---------- Data extracts ----------

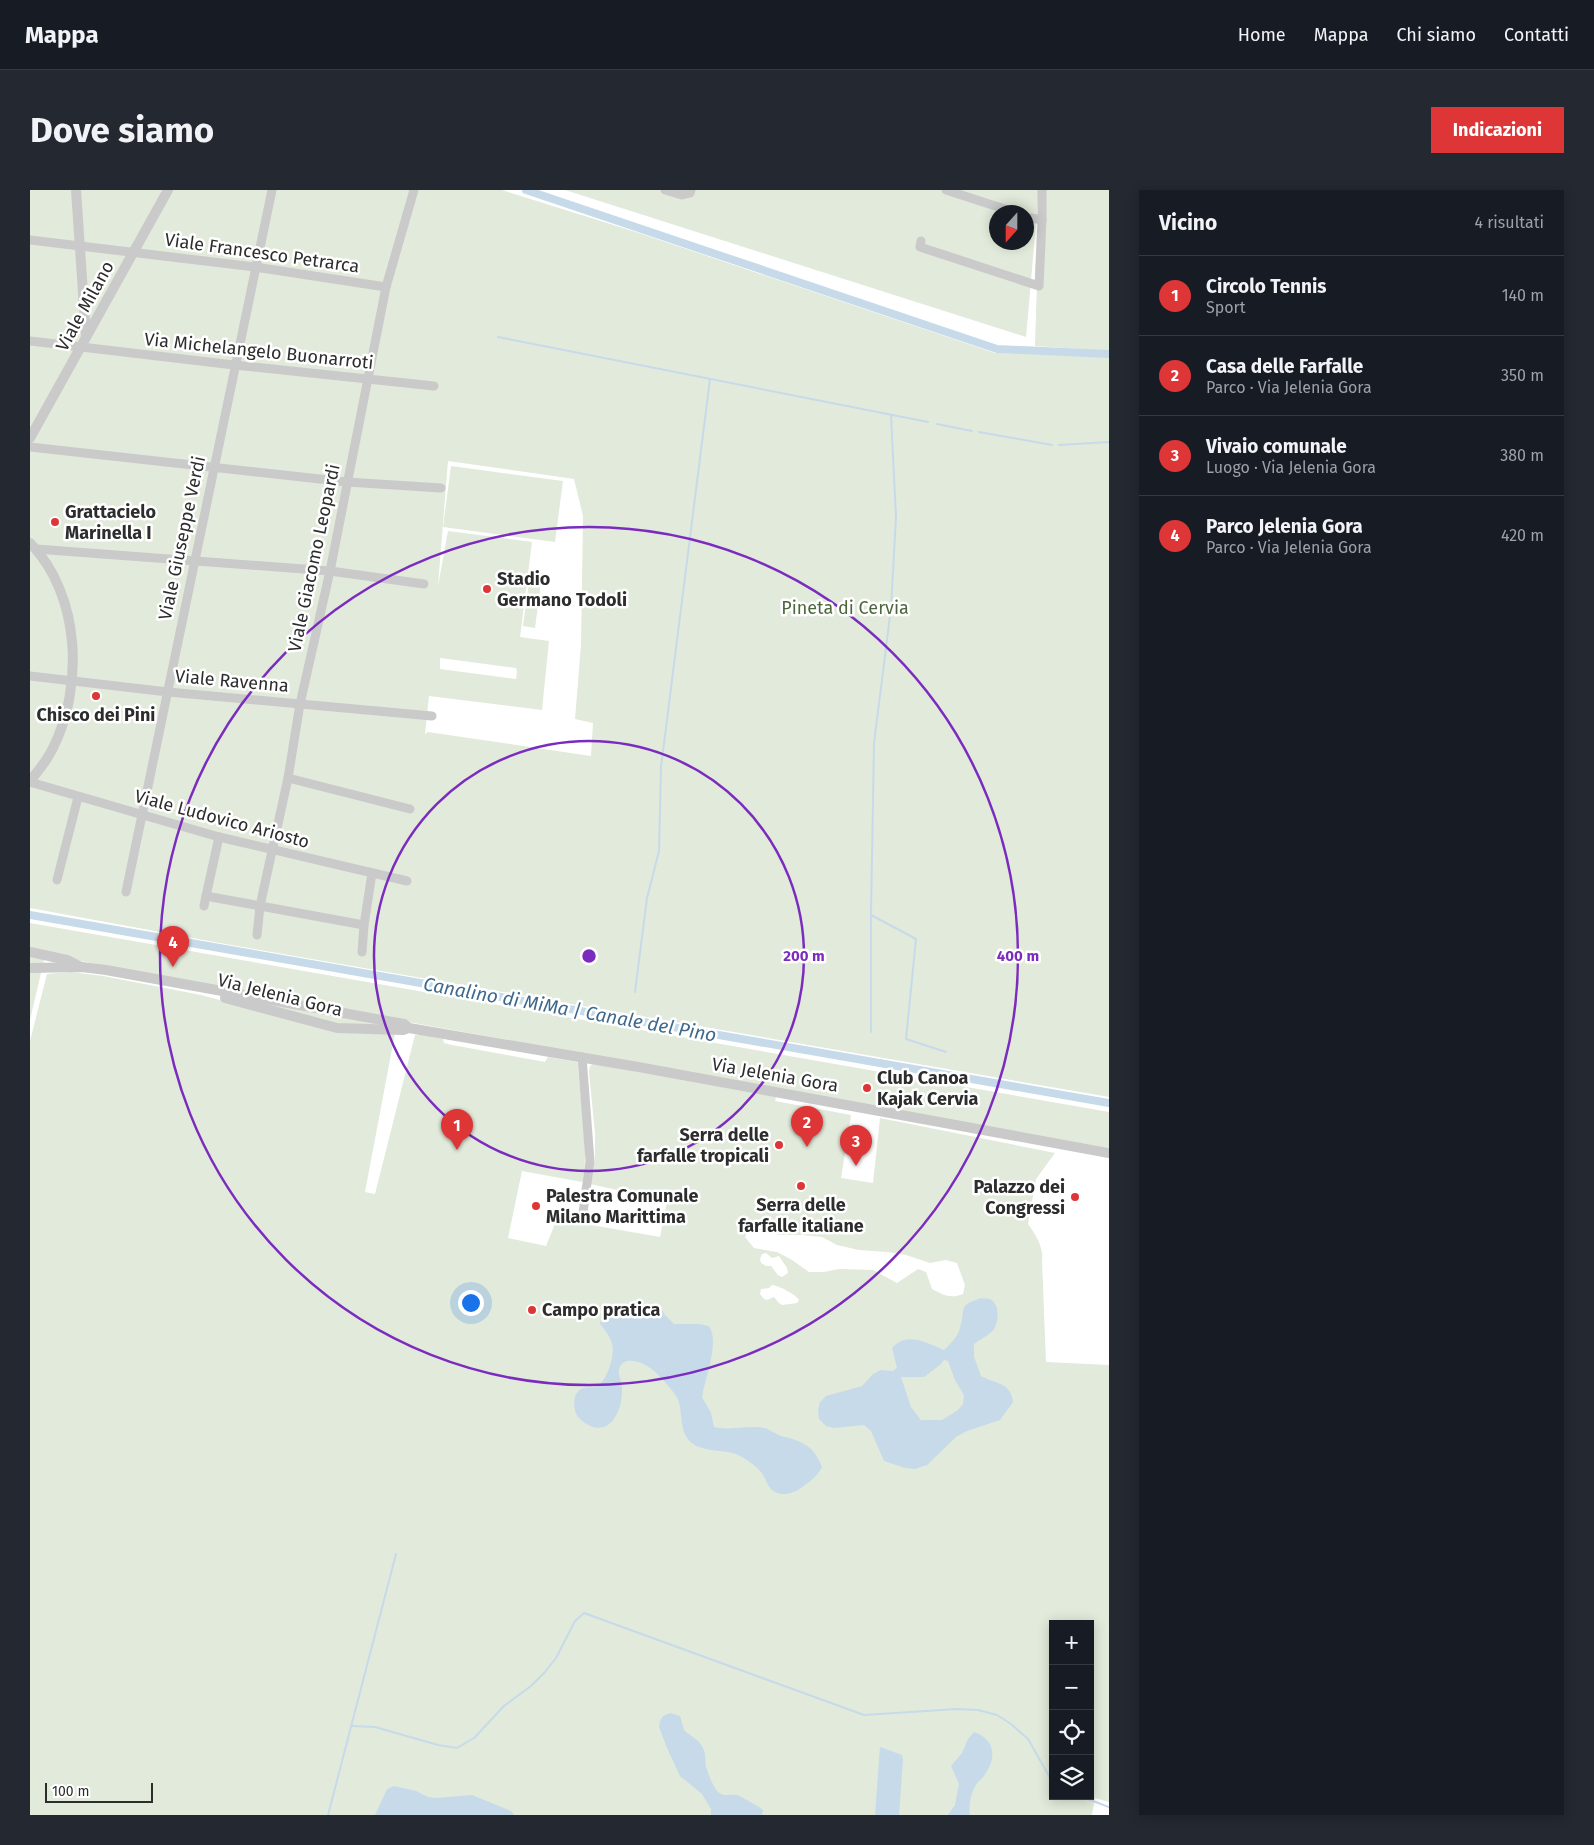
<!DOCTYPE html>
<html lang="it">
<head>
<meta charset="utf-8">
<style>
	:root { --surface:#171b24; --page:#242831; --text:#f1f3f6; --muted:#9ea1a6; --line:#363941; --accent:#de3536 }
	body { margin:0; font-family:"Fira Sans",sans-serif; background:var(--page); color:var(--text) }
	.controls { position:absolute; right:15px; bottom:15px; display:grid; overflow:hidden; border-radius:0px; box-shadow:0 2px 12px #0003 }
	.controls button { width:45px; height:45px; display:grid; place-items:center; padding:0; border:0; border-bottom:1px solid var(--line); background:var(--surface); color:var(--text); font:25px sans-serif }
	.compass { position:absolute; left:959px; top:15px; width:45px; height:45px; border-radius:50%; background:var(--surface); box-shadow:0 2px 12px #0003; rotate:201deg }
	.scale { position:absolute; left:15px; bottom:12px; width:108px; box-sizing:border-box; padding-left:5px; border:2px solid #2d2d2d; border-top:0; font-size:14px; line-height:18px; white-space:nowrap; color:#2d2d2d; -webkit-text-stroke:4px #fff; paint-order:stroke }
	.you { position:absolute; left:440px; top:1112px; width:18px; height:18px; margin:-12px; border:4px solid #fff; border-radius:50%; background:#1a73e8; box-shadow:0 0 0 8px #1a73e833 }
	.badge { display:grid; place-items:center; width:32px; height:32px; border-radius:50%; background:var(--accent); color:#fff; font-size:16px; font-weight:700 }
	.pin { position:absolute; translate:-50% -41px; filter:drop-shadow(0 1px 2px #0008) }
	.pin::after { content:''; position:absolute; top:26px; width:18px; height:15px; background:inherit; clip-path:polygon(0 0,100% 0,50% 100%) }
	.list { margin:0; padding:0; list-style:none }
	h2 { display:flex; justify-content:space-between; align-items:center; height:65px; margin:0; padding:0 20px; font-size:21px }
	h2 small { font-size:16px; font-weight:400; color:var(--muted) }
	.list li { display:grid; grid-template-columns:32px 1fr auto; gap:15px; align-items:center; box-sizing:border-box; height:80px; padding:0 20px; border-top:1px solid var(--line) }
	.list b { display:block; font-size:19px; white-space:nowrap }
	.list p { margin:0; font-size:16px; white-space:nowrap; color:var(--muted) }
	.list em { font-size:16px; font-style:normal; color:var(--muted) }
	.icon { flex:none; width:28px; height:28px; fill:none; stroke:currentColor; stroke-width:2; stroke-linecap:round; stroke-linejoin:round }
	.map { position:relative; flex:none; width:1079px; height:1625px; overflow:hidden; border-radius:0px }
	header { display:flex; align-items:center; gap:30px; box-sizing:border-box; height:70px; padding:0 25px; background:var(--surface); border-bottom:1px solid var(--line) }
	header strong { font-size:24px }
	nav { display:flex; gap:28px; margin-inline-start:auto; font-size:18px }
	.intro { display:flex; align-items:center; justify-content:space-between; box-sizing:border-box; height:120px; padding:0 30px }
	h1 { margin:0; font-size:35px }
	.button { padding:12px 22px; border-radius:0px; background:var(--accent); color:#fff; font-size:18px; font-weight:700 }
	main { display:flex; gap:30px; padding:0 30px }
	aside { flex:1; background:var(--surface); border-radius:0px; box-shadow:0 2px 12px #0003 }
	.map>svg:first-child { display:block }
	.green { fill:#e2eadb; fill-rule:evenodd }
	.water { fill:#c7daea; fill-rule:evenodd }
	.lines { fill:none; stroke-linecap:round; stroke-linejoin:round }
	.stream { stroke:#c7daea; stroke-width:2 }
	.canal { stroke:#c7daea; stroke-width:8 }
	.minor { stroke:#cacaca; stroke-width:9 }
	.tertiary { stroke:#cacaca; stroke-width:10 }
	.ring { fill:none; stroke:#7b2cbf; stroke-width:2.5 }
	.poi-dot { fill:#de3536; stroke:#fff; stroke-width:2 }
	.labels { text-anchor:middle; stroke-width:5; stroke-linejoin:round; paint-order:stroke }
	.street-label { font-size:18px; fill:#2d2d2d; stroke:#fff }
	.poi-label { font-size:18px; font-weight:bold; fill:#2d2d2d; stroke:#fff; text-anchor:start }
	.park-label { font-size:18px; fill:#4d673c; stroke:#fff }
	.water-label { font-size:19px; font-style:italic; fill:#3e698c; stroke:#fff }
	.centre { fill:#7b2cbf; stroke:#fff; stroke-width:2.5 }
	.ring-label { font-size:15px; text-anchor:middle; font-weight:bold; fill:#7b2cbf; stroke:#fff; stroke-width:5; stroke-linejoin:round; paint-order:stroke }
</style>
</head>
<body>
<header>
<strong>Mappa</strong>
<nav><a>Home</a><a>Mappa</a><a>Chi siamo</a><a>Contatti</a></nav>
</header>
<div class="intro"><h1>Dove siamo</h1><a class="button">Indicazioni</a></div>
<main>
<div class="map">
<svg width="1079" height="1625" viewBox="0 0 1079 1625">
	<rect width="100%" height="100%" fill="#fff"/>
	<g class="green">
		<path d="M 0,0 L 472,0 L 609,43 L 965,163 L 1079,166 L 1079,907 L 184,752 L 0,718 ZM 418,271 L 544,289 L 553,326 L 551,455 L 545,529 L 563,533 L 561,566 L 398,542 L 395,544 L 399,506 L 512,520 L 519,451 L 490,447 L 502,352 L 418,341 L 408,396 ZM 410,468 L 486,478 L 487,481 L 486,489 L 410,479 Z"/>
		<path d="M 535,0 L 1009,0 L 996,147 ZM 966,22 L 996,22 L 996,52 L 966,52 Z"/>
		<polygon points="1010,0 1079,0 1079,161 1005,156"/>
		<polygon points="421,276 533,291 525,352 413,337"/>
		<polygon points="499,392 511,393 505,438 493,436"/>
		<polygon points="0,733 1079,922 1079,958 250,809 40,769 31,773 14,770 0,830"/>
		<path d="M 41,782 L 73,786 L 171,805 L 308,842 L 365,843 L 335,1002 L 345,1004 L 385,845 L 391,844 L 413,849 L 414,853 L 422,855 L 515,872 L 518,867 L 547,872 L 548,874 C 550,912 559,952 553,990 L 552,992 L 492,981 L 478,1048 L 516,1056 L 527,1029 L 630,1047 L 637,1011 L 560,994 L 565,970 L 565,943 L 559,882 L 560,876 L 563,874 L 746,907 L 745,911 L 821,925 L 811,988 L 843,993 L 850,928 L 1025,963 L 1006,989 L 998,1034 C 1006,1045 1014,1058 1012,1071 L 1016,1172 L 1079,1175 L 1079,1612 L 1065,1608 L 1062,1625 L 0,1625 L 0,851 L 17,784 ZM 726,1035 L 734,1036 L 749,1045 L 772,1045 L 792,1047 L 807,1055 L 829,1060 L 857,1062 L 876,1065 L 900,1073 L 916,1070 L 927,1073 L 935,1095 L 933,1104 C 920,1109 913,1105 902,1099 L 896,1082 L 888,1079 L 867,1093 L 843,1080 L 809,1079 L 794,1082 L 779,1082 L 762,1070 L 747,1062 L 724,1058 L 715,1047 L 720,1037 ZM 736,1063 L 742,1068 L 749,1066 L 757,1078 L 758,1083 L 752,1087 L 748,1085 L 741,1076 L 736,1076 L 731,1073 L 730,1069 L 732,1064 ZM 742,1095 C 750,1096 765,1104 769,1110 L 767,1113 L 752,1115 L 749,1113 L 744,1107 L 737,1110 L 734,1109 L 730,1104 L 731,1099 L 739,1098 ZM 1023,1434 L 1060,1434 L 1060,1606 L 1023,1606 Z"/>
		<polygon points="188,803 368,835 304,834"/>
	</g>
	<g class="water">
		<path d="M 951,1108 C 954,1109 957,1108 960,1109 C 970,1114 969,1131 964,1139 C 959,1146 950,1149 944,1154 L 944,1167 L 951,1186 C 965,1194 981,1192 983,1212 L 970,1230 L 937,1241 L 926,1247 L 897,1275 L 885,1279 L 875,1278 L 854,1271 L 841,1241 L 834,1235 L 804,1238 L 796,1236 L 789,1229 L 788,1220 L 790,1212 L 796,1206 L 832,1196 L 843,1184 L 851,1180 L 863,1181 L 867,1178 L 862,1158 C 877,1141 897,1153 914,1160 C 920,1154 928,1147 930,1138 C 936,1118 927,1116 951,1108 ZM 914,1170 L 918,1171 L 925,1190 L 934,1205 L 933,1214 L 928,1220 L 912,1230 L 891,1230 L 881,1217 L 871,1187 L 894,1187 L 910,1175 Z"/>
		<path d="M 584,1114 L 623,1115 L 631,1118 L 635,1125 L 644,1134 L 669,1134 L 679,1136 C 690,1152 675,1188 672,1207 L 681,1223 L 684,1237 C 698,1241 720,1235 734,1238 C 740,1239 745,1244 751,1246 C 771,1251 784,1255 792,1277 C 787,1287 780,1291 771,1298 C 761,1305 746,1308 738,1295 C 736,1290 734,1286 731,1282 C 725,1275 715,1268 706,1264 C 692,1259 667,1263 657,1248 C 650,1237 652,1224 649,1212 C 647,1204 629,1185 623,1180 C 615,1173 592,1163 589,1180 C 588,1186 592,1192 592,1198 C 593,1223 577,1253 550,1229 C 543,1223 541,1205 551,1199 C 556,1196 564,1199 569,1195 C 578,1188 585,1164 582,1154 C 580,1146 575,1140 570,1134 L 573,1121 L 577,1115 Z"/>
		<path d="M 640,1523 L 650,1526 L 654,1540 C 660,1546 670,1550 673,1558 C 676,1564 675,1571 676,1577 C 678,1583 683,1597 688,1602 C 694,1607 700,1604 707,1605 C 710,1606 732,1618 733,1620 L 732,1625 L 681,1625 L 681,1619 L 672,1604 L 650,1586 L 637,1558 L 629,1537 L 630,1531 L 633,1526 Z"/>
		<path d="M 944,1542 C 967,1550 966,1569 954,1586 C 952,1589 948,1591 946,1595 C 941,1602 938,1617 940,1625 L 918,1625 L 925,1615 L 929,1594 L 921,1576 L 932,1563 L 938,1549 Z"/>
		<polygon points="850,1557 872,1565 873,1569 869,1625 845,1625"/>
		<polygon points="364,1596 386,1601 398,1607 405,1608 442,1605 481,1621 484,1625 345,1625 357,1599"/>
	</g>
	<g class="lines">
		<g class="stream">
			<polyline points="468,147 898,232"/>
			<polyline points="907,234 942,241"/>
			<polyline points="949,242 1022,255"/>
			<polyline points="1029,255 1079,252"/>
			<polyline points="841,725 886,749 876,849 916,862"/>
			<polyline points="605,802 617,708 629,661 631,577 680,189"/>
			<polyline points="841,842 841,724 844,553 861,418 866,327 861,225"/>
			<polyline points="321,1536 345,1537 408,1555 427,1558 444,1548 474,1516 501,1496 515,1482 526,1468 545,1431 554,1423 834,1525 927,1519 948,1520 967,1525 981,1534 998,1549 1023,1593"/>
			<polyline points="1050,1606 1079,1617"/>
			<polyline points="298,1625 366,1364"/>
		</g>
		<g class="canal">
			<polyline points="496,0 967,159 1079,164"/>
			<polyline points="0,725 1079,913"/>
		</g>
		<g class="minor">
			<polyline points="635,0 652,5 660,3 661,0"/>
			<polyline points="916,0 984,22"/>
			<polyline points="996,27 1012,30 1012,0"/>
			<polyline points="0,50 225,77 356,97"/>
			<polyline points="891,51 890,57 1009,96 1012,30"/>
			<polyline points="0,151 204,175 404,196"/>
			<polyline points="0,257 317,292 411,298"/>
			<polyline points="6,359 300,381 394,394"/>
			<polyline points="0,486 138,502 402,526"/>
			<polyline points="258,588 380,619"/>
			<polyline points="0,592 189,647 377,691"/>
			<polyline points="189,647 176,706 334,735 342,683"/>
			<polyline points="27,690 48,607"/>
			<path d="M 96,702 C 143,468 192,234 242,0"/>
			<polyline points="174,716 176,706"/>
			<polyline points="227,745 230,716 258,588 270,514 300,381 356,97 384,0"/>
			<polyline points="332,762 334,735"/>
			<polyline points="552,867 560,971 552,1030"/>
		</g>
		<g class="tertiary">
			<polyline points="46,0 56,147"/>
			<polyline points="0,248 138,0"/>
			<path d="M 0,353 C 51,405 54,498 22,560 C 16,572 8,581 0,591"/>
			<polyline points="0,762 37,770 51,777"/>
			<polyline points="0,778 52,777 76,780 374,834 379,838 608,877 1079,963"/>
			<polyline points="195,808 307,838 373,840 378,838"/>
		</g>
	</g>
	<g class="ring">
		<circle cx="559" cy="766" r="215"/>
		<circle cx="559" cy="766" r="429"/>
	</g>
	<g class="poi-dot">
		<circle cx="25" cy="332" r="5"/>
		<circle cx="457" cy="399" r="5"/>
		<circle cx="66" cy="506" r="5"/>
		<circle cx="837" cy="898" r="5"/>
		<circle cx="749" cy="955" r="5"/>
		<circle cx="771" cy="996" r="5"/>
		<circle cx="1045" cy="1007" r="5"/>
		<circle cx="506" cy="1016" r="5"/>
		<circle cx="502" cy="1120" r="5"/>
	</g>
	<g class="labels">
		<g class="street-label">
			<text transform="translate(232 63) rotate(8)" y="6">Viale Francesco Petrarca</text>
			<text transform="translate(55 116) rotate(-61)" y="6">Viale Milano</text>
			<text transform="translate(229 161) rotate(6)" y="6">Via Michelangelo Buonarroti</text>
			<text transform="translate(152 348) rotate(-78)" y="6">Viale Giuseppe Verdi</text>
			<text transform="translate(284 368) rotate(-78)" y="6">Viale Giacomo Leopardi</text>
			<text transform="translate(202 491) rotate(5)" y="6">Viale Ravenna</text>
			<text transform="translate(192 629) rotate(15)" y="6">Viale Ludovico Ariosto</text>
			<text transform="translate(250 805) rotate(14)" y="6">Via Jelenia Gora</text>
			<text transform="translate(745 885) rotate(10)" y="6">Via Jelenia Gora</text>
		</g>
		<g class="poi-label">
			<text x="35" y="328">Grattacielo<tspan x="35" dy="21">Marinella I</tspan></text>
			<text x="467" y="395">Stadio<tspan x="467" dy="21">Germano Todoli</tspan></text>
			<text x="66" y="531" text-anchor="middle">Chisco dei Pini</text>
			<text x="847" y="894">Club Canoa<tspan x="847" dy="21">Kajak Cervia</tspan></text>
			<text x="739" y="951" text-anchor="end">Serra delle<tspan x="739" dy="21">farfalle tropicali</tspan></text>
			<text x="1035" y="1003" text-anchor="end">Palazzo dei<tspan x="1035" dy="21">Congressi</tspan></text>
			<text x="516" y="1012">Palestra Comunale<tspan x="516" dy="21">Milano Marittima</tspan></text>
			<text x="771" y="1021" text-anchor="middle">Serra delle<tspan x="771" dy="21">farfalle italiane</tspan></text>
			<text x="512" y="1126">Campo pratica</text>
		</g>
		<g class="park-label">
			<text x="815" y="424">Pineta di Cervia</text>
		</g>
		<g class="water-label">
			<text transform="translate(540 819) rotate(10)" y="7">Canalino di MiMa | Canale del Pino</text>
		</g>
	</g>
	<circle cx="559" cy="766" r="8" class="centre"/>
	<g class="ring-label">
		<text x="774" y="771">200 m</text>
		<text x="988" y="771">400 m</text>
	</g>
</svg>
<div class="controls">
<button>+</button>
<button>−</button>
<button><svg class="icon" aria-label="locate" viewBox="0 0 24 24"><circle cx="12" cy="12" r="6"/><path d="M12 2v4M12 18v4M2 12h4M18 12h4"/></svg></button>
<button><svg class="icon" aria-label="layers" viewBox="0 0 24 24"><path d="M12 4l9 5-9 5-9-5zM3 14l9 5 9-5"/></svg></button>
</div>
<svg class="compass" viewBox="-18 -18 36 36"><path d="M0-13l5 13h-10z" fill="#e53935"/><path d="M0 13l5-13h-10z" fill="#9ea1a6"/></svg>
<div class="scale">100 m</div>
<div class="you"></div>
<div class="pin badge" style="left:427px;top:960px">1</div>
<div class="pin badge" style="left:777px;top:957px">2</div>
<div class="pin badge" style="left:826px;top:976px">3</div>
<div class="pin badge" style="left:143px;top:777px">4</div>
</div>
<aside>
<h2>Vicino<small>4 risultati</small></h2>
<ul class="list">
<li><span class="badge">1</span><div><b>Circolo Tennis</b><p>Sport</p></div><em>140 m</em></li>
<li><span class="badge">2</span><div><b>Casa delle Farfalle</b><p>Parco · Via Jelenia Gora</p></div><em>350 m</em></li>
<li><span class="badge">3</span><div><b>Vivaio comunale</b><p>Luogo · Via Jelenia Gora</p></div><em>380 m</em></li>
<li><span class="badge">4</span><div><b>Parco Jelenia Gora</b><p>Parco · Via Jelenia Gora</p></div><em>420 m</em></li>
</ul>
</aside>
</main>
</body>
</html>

----------

Assignment:
Each line of the listing above that includes the word "lines" is to be counted, and only the total reported.

Finished exercise:
2